La prescrizione di raccogliere numerose firme di appoggio alle liste elettorali era originariamente nata dalla più che ragionevole preoccupazione che i simboli e i partiti presentati fossero davvero espressione di una reale partecipazione popolare. Si era nel secondo dopoguerra, e si voleva evitare che sullentusiasmo della nuova democrazia le elezioni venissero sommerse da uno tsunami di sigle senza seguito e frutto della buona volontà ma anche della stravaganza di pochi.
L'alto numero di sottoscrittori andava benissimo con un sistema proporzionale puro dove il raggiungimento di un quorum pieno anche in un solo collegio garantiva l'accesso al Parlamento. È assai meno giustificato in un sistema maggioritario o a sbarramento dove le iniziative minori o velleitarie non portano comunque all'elezione di alcun rappresentante.

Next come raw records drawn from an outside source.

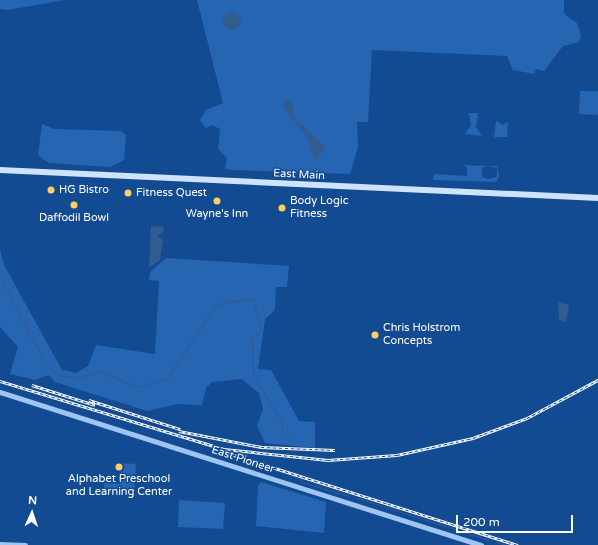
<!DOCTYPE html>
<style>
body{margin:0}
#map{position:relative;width:598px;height:545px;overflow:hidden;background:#134b92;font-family:"Varela Round",sans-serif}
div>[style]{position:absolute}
.green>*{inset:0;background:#2565b1}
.water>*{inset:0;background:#325b8f}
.round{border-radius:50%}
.stream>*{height:1px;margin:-0.5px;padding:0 0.5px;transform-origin:0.5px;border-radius:0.5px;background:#325b8f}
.tertiary>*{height:4.5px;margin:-2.25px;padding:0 2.25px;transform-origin:2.25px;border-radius:2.25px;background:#a0c5f2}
.secondary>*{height:5.5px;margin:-2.75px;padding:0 2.75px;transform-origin:2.75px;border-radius:2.75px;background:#cfe3fc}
.rail>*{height:2.5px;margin-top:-1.25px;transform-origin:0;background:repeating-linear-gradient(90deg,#134b92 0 3px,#fff 0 6px);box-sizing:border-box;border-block:1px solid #fff}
.dots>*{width:11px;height:11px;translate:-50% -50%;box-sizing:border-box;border:2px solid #134b92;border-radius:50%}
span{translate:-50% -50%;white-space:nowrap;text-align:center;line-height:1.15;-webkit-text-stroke:3px #134b92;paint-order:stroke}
.street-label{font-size:11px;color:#fff}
.poi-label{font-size:11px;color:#fff}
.left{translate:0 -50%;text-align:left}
.north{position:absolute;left:12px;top:493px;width:40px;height:40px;-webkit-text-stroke:3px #134b92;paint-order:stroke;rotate:3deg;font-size:11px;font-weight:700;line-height:16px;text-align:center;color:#fff}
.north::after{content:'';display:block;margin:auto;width:14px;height:18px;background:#fff;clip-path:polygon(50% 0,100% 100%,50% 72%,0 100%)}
.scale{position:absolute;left:456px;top:515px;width:117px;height:18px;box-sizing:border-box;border:2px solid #fff;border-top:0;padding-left:5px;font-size:12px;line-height:14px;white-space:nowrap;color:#fff;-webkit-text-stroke:3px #134b92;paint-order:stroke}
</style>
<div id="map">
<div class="green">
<div style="clip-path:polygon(0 0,65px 0,8px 10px,0 9px)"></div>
<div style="clip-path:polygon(197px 0,564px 0,564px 14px,577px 23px,581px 35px,579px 42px,563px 46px,544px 71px,536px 69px,534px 74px,513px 70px,507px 56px,372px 50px,368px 122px,357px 122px,358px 147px,350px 174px,232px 170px,225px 169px,227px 158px,218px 149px,220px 129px,212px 125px,206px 128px,200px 120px,206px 110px,223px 103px)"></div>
<div style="clip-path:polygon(580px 91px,598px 91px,598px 115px,579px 114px)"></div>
<div style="clip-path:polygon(469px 113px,478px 113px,476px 127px,482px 136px,465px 134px,471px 125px)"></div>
<div style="clip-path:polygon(496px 121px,503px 125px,508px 122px,507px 137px,494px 137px)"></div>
<div style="clip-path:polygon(42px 124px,54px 129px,121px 131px,126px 135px,124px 160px,110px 167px,49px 163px,38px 155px)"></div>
<div style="clip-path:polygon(461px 165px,487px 166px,482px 168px,482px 177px,488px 179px,497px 177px,497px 168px,489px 166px,497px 166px,499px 176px,496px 182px,433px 180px,434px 174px,467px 176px,467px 167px)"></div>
<div style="clip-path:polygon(0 249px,4px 265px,62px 370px,76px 373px,88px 366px,96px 345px,155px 354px,159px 281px,149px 280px,150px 272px,166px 258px,289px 266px,287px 287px,276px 287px,275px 310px,265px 319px,258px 369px,271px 370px,299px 421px,315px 422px,315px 448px,265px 443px,257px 426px,263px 409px,259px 393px,242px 379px,212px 382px,206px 388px,202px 405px,178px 404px,147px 411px,55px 382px,49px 375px,35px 380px,10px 374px,18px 347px,0 327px)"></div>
<div style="clip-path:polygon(121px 463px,136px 464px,134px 494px,104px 493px,104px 483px,119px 484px)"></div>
<div style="clip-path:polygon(261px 482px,326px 502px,324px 533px,256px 526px,258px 486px)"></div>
<div style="clip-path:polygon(179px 500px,225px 503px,223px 529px,178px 527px)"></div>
</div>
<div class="water">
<div class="round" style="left:223px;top:12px;width:18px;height:18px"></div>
<div style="clip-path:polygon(286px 99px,292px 104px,294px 117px,326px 148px,317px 159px,314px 160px,309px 139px,286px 111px,283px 104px)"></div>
<div style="clip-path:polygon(151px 226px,163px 227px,164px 232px,157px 236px,163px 240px,160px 260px,149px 268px)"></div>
<div style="clip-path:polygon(558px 302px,569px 305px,566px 322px,559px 320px)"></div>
</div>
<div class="stream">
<div style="left:0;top:276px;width:98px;rotate:62.7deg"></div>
<div style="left:45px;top:363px;width:17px;rotate:45deg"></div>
<div style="left:57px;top:375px;width:22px;rotate:5deg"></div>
<div style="left:79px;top:377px;width:20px;rotate:-18deg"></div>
<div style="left:98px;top:371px;width:43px;rotate:21.8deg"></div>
<div style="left:138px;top:387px;width:29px;rotate:-16deg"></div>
<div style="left:166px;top:379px;width:91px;rotate:-55.8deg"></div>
<div style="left:217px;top:304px;width:36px;rotate:-9deg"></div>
<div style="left:253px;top:298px;width:33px;rotate:76deg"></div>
<div style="left:261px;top:330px;width:12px;rotate:138deg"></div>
<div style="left:252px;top:338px;width:37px;rotate:88deg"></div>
<div style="left:253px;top:375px;width:54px;rotate:57.8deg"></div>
<div style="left:282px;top:421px;width:12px;rotate:90deg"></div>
<div style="left:282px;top:433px;width:14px;rotate:45deg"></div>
<div style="left:300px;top:479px;width:4px;rotate:56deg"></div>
<div style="left:302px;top:482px;width:49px;rotate:16.6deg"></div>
<div style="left:357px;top:498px;width:139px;rotate:17.7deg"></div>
<div style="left:495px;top:542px;width:12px;rotate:14deg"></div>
</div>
<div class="tertiary">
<div style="left:0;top:392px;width:505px;rotate:17.65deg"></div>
<div style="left:0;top:544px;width:25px;rotate:2deg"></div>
</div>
<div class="secondary">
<div style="left:0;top:170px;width:599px;rotate:2.68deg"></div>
</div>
<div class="rail">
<div style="left:0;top:381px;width:234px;rotate:16.9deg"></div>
<div style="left:224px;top:449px;width:105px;rotate:6deg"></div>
<div style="left:328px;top:460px;width:69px;rotate:-4.1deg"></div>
<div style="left:397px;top:455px;width:78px;rotate:-12.6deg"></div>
<div style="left:473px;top:438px;width:58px;rotate:-20.3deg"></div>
<div style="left:527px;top:418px;width:81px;rotate:-28.2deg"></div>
<div style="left:32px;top:385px;width:66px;rotate:17.6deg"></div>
<div style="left:89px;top:400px;width:96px;rotate:17.7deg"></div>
<div style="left:179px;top:431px;width:84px;rotate:11deg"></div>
<div style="left:261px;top:447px;width:74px;rotate:2.3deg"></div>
<div style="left:234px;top:455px;width:298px;rotate:17.6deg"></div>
</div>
<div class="dots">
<div style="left:51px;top:190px;background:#ffd061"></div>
<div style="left:128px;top:193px;background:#ffd061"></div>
<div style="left:217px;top:201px;background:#ffd061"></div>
<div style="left:74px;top:205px;background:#ffd061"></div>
<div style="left:282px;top:208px;background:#ffd061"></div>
<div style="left:375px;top:335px;background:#ffd061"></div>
<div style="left:119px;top:467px;background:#ffd061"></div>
</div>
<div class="street-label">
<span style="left:299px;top:175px;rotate:3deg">East Main</span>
<span style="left:243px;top:460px;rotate:18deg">East Pioneer</span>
</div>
<div class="poi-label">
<span class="left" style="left:59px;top:190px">HG Bistro</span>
<span class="left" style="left:136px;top:193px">Fitness Quest</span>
<span class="left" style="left:290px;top:208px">Body Logic<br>Fitness</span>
<span style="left:217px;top:214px">Wayne's Inn</span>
<span style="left:74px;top:218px">Daffodil Bowl</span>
<span class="left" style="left:383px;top:335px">Chris Holstrom<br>Concepts</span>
<span style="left:119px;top:486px">Alphabet Preschool<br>and Learning Center</span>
</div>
<div class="north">N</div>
<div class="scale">200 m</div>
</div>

Nell'attuale macchinoso sistema elettorale italiano la richiesta di un numero davvero elevato di sottoscrittori suona così più come l'eliminazione di possibili concorrenti, come una vera e propria «conventio ad excludendum», che chi gode delle gioie del potere usa per evitare che qualcuno gliene porti via una fetta.
La cosa si inserisce con perfetta coerenza in una serie di misure che testimoniano una davvero esile vocazione al rispetto della democrazia e della volontà popolare. Nel repertorio rientrano anche le soglie di sbarramento piuttosto alte, i listoni di candidati, i listini chiusi, i premi di coalizione. La sbandierata intenzione di arrivare a un sistema bipolare perfetto suona spesso come il desiderio di levarsi di torno tutti quelli che non appartengono a un sempre più ristretto circolo di potere. È sincero Berlusconi quando dice di preferire parlamentari ubbidienti e disciplinati a quelli che mostrano guizzi di genio. Il risultato è però sotto gli occhi di tutti: dibattito di infima qualità, eletti che valgono una cicca. Non serve più neppure essere furbi o svelti per pastrugnare con i soldi dei contribuenti, ci riescono anche gli imbecilli e gli esiti si vedono.

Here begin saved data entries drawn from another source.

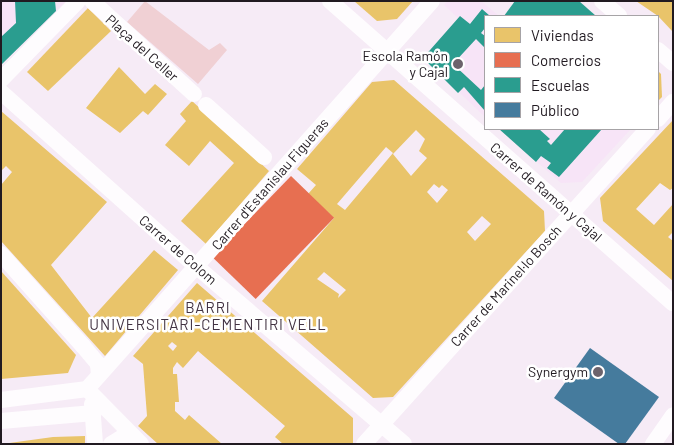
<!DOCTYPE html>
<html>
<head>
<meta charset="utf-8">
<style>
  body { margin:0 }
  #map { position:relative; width:674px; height:445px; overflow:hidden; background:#f6ebf6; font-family:Barlow,sans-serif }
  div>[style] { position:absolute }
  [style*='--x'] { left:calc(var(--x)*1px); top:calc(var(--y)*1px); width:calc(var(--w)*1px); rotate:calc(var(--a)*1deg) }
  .built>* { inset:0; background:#f7e4f7 }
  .green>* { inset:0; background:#f0d0d4 }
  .homes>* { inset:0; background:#e9c46a }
  .shops>* { inset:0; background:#e76f51; transform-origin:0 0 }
  .schools>* { inset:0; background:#2a9d8f }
  .public>* { inset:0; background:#457b9d }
  .minor>* { height:16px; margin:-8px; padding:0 8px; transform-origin:8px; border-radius:8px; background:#fefcfe }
  .dots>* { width:14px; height:14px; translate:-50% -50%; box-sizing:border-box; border:2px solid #fff; border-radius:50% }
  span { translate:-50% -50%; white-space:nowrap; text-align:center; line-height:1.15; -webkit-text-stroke:5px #fff; paint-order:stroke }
  .street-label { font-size:14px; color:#211a21 }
  .poi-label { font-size:14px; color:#211a21 }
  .right { translate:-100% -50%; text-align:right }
  .neighbourhood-label { font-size:15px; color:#423342; letter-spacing:1px }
  .frame { position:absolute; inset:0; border:2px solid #211a21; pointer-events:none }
  .legend { position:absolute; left:484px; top:15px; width:175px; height:115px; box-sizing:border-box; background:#fff; border:1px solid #a6a3a6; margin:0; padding:6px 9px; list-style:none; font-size:15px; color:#211a21 }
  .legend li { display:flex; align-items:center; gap:10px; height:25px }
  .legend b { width:25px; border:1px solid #a6a3a6 }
</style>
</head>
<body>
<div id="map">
  <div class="built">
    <div style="clip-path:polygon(1px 1px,66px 1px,1px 65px)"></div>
    <div style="clip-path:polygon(447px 1px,481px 1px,499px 16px,485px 16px,485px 117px,423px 58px,458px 18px,444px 5px)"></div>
    <div style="clip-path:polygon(499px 129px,631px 129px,582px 182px,561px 183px)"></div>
  </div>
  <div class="green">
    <div style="clip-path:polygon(145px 1px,209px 50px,220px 43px,227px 50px,198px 84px,127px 22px)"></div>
  </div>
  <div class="homes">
    <div style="clip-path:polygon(354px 1px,413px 1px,397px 19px,377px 21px)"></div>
    <div style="clip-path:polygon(636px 1px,673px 1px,673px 32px,658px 16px)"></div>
    <div style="clip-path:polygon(88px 8px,111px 31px,48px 91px,27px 72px)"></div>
    <div style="clip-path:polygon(119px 67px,145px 94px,155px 84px,167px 94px,148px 115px,143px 111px,120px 133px,86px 108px)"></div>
    <div style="clip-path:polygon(658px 71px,661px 74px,662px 97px,658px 101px)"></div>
    <div style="clip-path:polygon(evenodd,394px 80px,544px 211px,545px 231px,393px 397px,373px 398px,262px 301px,334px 218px,308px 194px,316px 185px,297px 169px,372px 82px,394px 80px,416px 130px,425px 139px,419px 151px,427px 158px,411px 176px,393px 154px,416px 130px,394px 80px,386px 147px,393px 153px,345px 210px,337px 204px,386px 147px,394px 80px,434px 184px,439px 188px,442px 185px,448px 190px,437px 203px,427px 192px,434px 184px,394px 80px,482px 216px,491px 224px,475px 241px,467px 232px,482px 216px,394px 80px,324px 272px,346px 290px,338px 298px,339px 294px,317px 279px,324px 272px)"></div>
    <div style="clip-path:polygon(192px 101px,269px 171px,206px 244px,181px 221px,234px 163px,210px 141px,189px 166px,165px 145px,186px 121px,180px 114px)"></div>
    <div style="clip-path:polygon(1px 111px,107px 202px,51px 265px,92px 318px,154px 250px,178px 270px,105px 356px,1px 241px,1px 185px,12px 172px,6px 166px,1px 171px)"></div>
    <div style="clip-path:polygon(673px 120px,673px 188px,670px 190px,660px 183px,636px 209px,654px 225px,673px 204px,673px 232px,668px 237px,673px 241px,673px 281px,603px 221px,600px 198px)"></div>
    <div style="clip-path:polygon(1px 271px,76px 355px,68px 373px,1px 379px)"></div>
    <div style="clip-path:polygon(evenodd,197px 283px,353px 418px,353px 444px,283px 444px,275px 437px,285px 426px,198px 351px,183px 368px,177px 362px,173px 368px,173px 374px,177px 374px,179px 402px,175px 402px,175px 411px,185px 420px,189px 415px,222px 444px,158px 444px,138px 426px,147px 416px,143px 364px,133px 356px,197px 283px,172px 342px,177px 346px,173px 351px,168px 346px,172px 342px)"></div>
    <div style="clip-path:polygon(85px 436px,85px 444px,2px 444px,53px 437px)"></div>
  </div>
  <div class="shops">
    <div style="left:291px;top:176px;width:60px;height:113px;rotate:44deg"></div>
  </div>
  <div class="schools">
    <div style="clip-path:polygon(15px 1px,55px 1px,56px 11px,1px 65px,1px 37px,16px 23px)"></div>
    <div style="clip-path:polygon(515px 1px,579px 1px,596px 16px,504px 16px)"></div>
    <div style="clip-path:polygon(482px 9px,490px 16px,485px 16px,485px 28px,481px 33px,485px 36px,485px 48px,476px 39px,453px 64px,481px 90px,485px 85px,485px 111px,464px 87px,458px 93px,423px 58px,460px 16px,470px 24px)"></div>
    <div style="clip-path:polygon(499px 129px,539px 129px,550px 139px,547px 141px,551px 145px,565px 129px,602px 129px,559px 177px,547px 168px,551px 163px,541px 156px,536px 162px)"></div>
  </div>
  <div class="public">
    <div style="clip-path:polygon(590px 348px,659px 397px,625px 444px,619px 444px,554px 398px)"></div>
  </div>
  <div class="minor">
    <div style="--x:92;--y:1;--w:138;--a:42.4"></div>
    <div style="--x:330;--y:1;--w:457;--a:41.4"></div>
    <div style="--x:602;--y:1;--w:23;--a:41"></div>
    <div style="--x:658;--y:50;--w:20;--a:41"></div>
    <div style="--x:1;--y:80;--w:110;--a:-45.7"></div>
    <div style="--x:1;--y:92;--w:263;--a:41.8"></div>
    <div style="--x:197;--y:267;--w:272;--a:40.5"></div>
    <div style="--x:206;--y:105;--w:78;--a:41.9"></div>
    <div style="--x:658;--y:119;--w:23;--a:-49"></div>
    <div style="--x:1;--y:254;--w:123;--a:48.3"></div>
    <div style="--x:83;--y:346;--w:23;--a:50"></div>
    <div style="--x:98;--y:364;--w:11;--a:85"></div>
    <div style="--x:87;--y:389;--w:519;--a:-48.36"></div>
    <div style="--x:87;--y:389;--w:77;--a:45.5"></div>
    <div style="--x:1;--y:400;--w:87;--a:-7.3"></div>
    <div style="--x:92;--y:404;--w:40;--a:85.7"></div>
    <div style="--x:1;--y:421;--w:93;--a:-4.9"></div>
    <div style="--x:111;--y:444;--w:21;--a:-31"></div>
    <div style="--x:364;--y:444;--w:424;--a:-48"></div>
    <div style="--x:653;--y:444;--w:35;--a:-55"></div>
  </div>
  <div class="dots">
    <div style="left:458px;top:64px;background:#6c636c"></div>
    <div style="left:598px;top:372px;background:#6c636c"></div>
  </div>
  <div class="street-label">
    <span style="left:142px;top:48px;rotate:42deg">Plaça del Celler</span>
    <span style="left:270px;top:184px;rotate:-49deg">Carrer d'Estanislau Figueras</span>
    <span style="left:546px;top:192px;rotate:41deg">Carrer de Ramón y Cajal</span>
    <span style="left:178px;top:250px;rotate:41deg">Carrer de Colom</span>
    <span style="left:506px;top:286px;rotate:-48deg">Carrer de Marinel·lo Bosch</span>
  </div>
  <div class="poi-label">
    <span class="right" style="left:448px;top:64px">Escola Ramón<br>y Cajal</span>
    <span class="right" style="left:588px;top:372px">Synergym</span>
  </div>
  <div class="neighbourhood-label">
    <span style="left:208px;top:316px">BARRI<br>UNIVERSITARI-CEMENTIRI VELL</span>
  </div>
  <div class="frame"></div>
  <ul class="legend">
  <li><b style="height:14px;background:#e9c46a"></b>Viviendas</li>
  <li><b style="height:14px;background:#e76f51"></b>Comercios</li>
  <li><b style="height:14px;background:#2a9d8f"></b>Escuelas</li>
  <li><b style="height:14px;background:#457b9d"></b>Público</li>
  </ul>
</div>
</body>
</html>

Quella delle firme è davvero una farsa ridicola e vergognosa. Prendiamo le elezioni regionali: per potersi, ad esempio, presentare in Lombardia, una lista deve raccogliere sulla base delle quote provinciali stimate sul numero di abitanti non meno di 20.500 e non più di 29.000 firme. Cioè ci vogliono circa 25.000 persone che esibiscano un documento di identità e firmino, e dei vidimatori che ne accertino la autenticità con timbri e patacche, e certificati elettorali che ne attestino il diritto al voto. Una follia. Se qualcuno avesse davvero voglia di controllare l'autenticità di tutte le firme scoprirebbe che le liste da escludere sono ben più numerose di quelle che ci consegna la cronaca di questi giorni. Si scoprirebbero gli autografi (magari poco autografi) di migliaia di volenterosi cittadini che hanno partecipato a sottoscrizioni per la difesa dell'airone cenerino o contro l'ecopass fatte anni prima.

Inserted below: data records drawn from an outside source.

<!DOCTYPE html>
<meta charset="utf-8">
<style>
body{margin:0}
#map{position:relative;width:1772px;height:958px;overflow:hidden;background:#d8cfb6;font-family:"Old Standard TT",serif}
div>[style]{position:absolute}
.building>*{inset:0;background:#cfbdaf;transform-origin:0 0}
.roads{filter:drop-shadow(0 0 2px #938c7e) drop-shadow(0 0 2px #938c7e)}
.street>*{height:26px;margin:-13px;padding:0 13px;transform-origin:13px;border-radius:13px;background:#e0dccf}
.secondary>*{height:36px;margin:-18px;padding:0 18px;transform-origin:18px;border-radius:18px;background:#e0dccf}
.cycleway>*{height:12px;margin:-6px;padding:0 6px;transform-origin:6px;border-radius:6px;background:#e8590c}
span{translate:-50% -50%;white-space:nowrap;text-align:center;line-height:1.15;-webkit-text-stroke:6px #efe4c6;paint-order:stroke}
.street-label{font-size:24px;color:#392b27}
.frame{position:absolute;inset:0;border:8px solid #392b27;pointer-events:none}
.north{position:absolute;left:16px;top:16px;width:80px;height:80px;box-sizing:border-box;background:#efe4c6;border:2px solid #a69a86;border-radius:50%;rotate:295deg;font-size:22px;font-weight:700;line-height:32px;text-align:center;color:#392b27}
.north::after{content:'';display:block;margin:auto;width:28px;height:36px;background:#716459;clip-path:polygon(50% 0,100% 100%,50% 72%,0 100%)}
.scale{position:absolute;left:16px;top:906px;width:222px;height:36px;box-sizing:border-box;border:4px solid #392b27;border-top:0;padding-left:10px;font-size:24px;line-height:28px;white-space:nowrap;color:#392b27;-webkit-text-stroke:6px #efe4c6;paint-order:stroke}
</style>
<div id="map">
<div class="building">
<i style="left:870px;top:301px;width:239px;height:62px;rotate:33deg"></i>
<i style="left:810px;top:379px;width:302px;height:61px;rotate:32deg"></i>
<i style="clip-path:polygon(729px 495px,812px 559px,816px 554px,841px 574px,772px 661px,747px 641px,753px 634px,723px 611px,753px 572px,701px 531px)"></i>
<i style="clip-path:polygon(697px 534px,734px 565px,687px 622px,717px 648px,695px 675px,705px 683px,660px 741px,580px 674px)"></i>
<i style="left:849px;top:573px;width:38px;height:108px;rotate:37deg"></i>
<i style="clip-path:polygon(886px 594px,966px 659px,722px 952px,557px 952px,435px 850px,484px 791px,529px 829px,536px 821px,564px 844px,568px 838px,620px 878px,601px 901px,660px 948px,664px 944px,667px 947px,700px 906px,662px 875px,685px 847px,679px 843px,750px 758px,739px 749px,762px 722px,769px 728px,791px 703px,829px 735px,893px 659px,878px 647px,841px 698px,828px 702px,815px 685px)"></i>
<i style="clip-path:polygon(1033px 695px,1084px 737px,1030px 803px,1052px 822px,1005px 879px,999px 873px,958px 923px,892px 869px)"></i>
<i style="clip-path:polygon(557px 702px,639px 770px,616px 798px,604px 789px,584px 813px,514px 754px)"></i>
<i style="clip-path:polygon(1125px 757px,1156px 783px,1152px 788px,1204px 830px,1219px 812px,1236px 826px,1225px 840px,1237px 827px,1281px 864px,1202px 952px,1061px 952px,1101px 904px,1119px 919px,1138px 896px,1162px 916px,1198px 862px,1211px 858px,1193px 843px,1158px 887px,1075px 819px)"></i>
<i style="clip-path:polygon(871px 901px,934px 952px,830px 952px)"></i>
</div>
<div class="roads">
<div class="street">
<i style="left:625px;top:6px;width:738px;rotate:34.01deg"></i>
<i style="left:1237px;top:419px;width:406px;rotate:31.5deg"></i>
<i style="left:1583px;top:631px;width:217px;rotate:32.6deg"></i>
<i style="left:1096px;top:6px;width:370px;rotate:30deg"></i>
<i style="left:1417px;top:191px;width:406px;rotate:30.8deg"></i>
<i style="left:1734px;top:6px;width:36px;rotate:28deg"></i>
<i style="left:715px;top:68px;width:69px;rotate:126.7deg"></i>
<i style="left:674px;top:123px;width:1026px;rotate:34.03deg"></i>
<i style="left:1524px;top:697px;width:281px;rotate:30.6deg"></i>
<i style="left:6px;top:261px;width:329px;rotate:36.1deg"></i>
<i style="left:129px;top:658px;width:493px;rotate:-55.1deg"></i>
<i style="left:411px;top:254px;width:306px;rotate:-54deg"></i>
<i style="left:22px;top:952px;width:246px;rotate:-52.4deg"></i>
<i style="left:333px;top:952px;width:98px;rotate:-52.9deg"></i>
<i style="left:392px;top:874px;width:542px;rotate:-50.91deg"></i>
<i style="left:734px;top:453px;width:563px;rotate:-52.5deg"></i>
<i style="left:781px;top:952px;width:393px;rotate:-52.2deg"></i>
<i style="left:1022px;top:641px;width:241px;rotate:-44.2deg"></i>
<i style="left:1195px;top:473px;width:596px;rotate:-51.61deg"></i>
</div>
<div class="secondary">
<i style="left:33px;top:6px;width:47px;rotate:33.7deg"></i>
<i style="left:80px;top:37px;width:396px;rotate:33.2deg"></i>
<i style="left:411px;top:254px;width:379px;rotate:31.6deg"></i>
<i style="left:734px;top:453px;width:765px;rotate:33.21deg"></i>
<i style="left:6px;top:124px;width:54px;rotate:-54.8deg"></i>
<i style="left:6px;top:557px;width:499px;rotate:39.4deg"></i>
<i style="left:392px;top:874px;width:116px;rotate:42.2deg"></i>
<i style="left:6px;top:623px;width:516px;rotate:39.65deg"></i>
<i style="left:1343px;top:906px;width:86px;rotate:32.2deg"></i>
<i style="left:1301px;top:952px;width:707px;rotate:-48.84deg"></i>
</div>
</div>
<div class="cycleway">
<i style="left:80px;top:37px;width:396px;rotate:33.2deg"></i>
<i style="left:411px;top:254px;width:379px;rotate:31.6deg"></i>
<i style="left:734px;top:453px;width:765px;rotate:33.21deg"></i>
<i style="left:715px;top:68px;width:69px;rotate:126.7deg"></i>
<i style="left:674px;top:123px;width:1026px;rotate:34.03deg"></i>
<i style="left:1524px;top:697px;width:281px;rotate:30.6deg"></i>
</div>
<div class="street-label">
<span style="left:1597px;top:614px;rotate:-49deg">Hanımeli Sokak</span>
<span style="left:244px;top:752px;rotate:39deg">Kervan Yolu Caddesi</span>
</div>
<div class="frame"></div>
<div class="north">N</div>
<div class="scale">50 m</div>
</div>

Non sarebbe assai più saggio e democratico contentarsi di 50 o 100 elettori maggiorenni, con la fedina penale a posto e il modello Unico ben compilato, che si presentano da un notaio, ci mettono nome e faccia e dichiarano una intenzione chiara? È vero: si potrebbe così correre il rischio che la scheda elettorale assuma la consistenza delle pagine gialle, ma basterebbe chiedere una cauzione, 5 o 10mila euro a simbolo per dissuadere i più o per pagare le spese aggiuntive di stampa. Ma si permetterebbe a nuovi gruppi e partiti di farsi avanti e Dio solo sa quanto ce ne sia bisogno.
Invece con questo sistema che i grandi hanno inventato per impedire ai piccoli di nascere e crescere si ingessa la politica, si tengono lontane le persone per bene e si incoraggia a dismisura l'astensione.